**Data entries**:

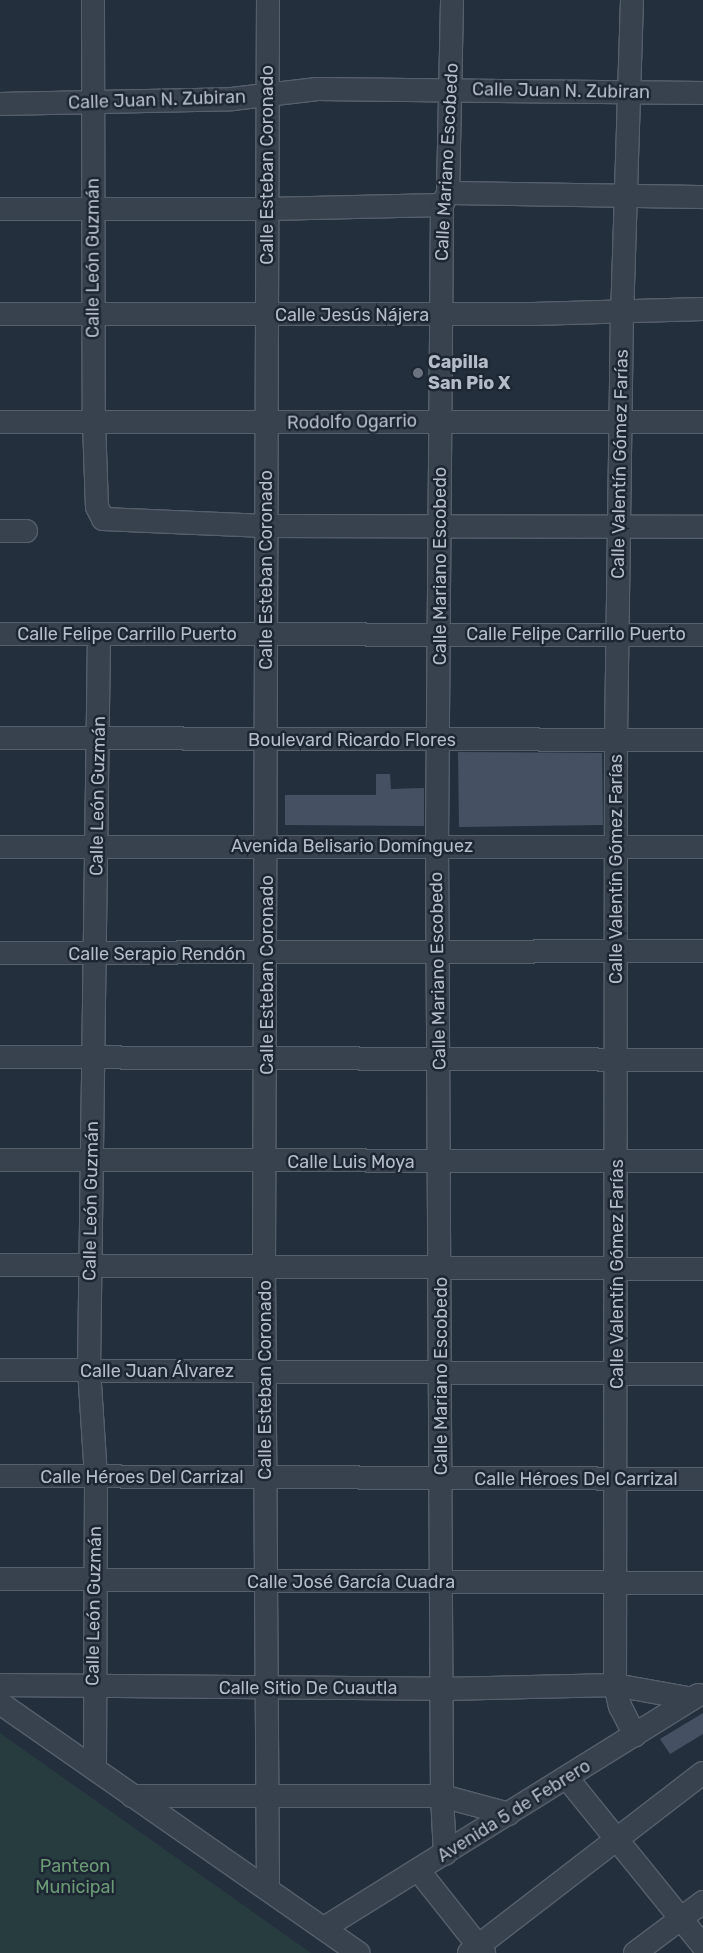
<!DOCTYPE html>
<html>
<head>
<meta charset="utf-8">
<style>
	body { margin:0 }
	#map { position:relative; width:703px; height:1953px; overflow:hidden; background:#242f3e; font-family:Rubik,sans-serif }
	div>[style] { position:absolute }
	.green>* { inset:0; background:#263c3f }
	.building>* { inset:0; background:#455162 }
	.roads { filter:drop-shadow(1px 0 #565f6c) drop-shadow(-1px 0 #565f6c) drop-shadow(0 1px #565f6c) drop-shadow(0 -1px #565f6c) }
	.minor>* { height:22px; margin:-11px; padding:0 11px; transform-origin:11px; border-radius:11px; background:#38414e }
	.dots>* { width:14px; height:14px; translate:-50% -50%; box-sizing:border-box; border:2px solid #1d2633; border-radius:50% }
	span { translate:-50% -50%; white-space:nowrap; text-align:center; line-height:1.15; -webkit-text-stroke:5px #1d2633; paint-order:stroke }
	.street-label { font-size:18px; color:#b4bcc9 }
	.poi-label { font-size:18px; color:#b4bcc9; font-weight:700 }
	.left { translate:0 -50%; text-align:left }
	.park-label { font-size:18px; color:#6b9a76 }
</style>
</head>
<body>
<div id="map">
	<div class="green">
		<div style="clip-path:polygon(0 1733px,311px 1953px,0 1953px)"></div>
	</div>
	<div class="building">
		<div style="clip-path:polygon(458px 752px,602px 753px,603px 825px,459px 827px)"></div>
		<div style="clip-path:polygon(376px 774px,390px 774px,391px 789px,424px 788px,424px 826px,285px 825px,285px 795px,376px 795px)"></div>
		<div style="clip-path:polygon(703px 1713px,703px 1734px,670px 1754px,660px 1739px)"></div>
	</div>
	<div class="roads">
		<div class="minor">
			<div style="left:93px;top:0;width:422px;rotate:89.9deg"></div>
			<div style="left:94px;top:422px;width:85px;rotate:88deg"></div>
			<div style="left:97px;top:507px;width:13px;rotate:63deg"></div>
			<div style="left:103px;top:519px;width:163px;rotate:2.5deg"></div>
			<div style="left:266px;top:526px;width:437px;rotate:0.1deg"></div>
			<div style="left:632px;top:0;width:311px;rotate:91.8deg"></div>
			<div style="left:622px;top:311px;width:428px;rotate:90.8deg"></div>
			<div style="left:616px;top:739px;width:946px;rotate:90.06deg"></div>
			<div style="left:615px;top:1685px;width:22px;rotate:77deg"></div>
			<div style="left:620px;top:1706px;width:33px;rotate:63deg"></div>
			<div style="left:0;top:104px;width:232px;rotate:-1.2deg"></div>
			<div style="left:232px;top:99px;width:86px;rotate:-6.7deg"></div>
			<div style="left:317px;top:89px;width:386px;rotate:0.6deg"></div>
			<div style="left:448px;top:193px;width:255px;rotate:0.9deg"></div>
			<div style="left:0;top:209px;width:267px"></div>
			<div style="left:267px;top:209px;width:175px;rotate:-1.3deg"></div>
			<div style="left:0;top:314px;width:533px"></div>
			<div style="left:533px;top:314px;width:170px;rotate:-1.7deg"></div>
			<div style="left:0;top:422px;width:703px"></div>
			<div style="left:0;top:531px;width:26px"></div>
			<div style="left:0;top:634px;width:703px;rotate:0.08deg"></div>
			<div style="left:0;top:738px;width:703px;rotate:0.16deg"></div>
			<div style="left:0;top:847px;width:703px"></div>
			<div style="left:0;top:953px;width:703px;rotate:-0.16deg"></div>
			<div style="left:0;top:1057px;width:703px;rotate:0.24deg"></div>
			<div style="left:0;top:1160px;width:703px;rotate:0.08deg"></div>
			<div style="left:0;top:1265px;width:703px;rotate:0.33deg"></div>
			<div style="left:0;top:1370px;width:703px;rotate:0.33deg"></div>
			<div style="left:0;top:1476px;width:703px;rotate:0.24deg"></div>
			<div style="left:0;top:1579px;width:703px;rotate:0.33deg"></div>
			<div style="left:0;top:1685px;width:441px;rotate:0.5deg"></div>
			<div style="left:441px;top:1689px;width:174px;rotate:-1.3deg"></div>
			<div style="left:615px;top:1685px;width:78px;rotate:10.3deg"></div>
			<div style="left:0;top:1703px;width:437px;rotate:34.9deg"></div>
			<div style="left:95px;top:1768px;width:291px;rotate:-89.8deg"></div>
			<div style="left:96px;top:1477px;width:107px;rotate:-93.7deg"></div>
			<div style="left:89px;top:1370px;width:735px;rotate:-89.22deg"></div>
			<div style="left:567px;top:1778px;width:216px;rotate:51deg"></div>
			<div style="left:132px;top:1796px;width:310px"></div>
			<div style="left:442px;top:1796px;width:69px;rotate:15deg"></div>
			<div style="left:445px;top:1854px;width:58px;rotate:-93deg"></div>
			<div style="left:442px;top:1796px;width:951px;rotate:-90.3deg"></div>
			<div style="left:437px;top:845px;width:640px;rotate:-89.55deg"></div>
			<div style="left:442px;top:205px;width:13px;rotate:-63deg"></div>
			<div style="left:448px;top:193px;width:193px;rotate:-88.8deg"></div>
			<div style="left:419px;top:1871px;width:105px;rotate:51.6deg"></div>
			<div style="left:268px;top:1889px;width:620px;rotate:-90.37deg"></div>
			<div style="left:264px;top:1269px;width:1269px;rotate:-89.82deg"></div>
			<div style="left:324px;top:1928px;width:441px;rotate:-31.9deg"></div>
			<div style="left:469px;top:1953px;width:295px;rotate:-37.6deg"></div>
			<div style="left:635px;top:1953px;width:85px;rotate:-36.9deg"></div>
		</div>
	</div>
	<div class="dots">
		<div style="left:418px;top:373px;background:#6b7280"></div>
	</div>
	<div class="street-label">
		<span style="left:561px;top:91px;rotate:1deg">Calle Juan N. Zubiran</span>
		<span style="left:157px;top:100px;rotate:-2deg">Calle Juan N. Zubiran</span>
		<span style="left:447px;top:162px;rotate:-87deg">Calle Mariano Escobedo</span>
		<span style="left:267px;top:165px;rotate:-90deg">Calle Esteban Coronado</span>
		<span style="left:93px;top:258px;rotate:-90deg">Calle León Guzmán</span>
		<span style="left:352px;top:315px">Calle Jesús Nájera</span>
		<span style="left:352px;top:422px;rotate:-1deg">Rodolfo Ogarrio</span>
		<span style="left:620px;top:464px;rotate:-89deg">Calle Valentín Gómez Farías</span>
		<span style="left:440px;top:566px;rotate:-90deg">Calle Mariano Escobedo</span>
		<span style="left:266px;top:570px;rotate:-90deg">Calle Esteban Coronado</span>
		<span style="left:127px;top:634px">Calle Felipe Carrillo Puerto</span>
		<span style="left:576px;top:634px">Calle Felipe Carrillo Puerto</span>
		<span style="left:352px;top:740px">Boulevard Ricardo Flores</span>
		<span style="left:98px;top:796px;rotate:-89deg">Calle León Guzmán</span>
		<span style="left:352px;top:846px">Avenida Belisario Domínguez</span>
		<span style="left:616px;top:869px;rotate:-90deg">Calle Valentín Gómez Farías</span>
		<span style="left:157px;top:954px">Calle Serapio Rendón</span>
		<span style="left:438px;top:971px;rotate:-91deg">Calle Mariano Escobedo</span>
		<span style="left:267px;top:975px;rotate:-90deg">Calle Esteban Coronado</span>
		<span style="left:351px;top:1162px">Calle Luis Moya</span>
		<span style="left:91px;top:1201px;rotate:-89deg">Calle León Guzmán</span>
		<span style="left:617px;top:1274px;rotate:-90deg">Calle Valentín Gómez Farías</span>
		<span style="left:157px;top:1371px">Calle Juan Álvarez</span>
		<span style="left:441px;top:1376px;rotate:-90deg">Calle Mariano Escobedo</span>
		<span style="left:265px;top:1380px;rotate:-90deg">Calle Esteban Coronado</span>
		<span style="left:142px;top:1477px">Calle Héroes Del Carrizal</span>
		<span style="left:576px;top:1479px">Calle Héroes Del Carrizal</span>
		<span style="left:351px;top:1582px">Calle José García Cuadra</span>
		<span style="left:94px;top:1606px;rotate:-89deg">Calle León Guzmán</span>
		<span style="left:308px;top:1688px">Calle Sitio De Cuautla</span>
		<span style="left:514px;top:1811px;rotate:-32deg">Avenida 5 de Febrero</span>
	</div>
	<div class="poi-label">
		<span class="left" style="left:428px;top:373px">Capilla<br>San Pio X</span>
	</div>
	<div class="park-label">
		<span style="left:75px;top:1877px">Panteon<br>Municipal</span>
	</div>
</div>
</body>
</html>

**YOUR OBJECTIVE**: Copy the lines exactly as they appear from the opening of the entries above through the line with "position:relative; width:703px; height:1953px;", excluding all pictures.

**TASK OUTPUT**:
<!DOCTYPE html>
<html>
<head>
<meta charset="utf-8">
<style>
	body { margin:0 }
	#map { position:relative; width:703px; height:1953px; overflow:hidden; background:#242f3e; font-family:Rubik,sans-serif }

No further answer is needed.